*** Opening Listed records ***

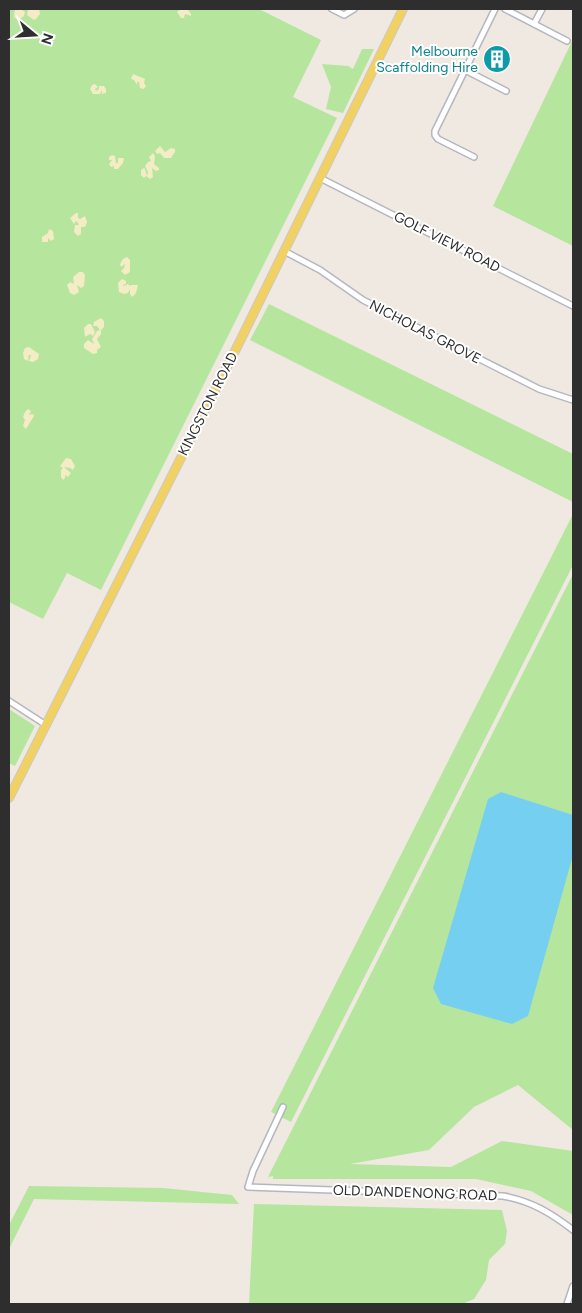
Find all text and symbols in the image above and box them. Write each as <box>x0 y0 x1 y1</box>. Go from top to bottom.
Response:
north arrow <box>10 10 60 60</box>
text: N <box>37 31 57 47</box>
place label: Melbourne Scaffolding Hire <box>376 43 478 76</box>
building icon: Melbourne Scaffolding Hire <box>482 44 512 74</box>
street label: GOLF VIEW ROAD <box>391 208 503 276</box>
street label: NICHOLAS GROVE <box>366 296 484 368</box>
street label: KINGSTON ROAD <box>175 349 241 459</box>
street label: OLD DANDENONG ROAD <box>333 1182 497 1204</box>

*** Closing Listed records ***

Description of the task
Print all the records again exactly; do not include any picture.

Written reply
Find all text and symbols in the image above and box them. Write each as <box>x0 y0 x1 y1</box>. Go from top to bottom.
Response:
north arrow <box>10 10 60 60</box>
text: N <box>37 31 57 47</box>
place label: Melbourne Scaffolding Hire <box>376 43 478 76</box>
building icon: Melbourne Scaffolding Hire <box>482 44 512 74</box>
street label: GOLF VIEW ROAD <box>391 208 503 276</box>
street label: NICHOLAS GROVE <box>366 296 484 368</box>
street label: KINGSTON ROAD <box>175 349 241 459</box>
street label: OLD DANDENONG ROAD <box>333 1182 497 1204</box>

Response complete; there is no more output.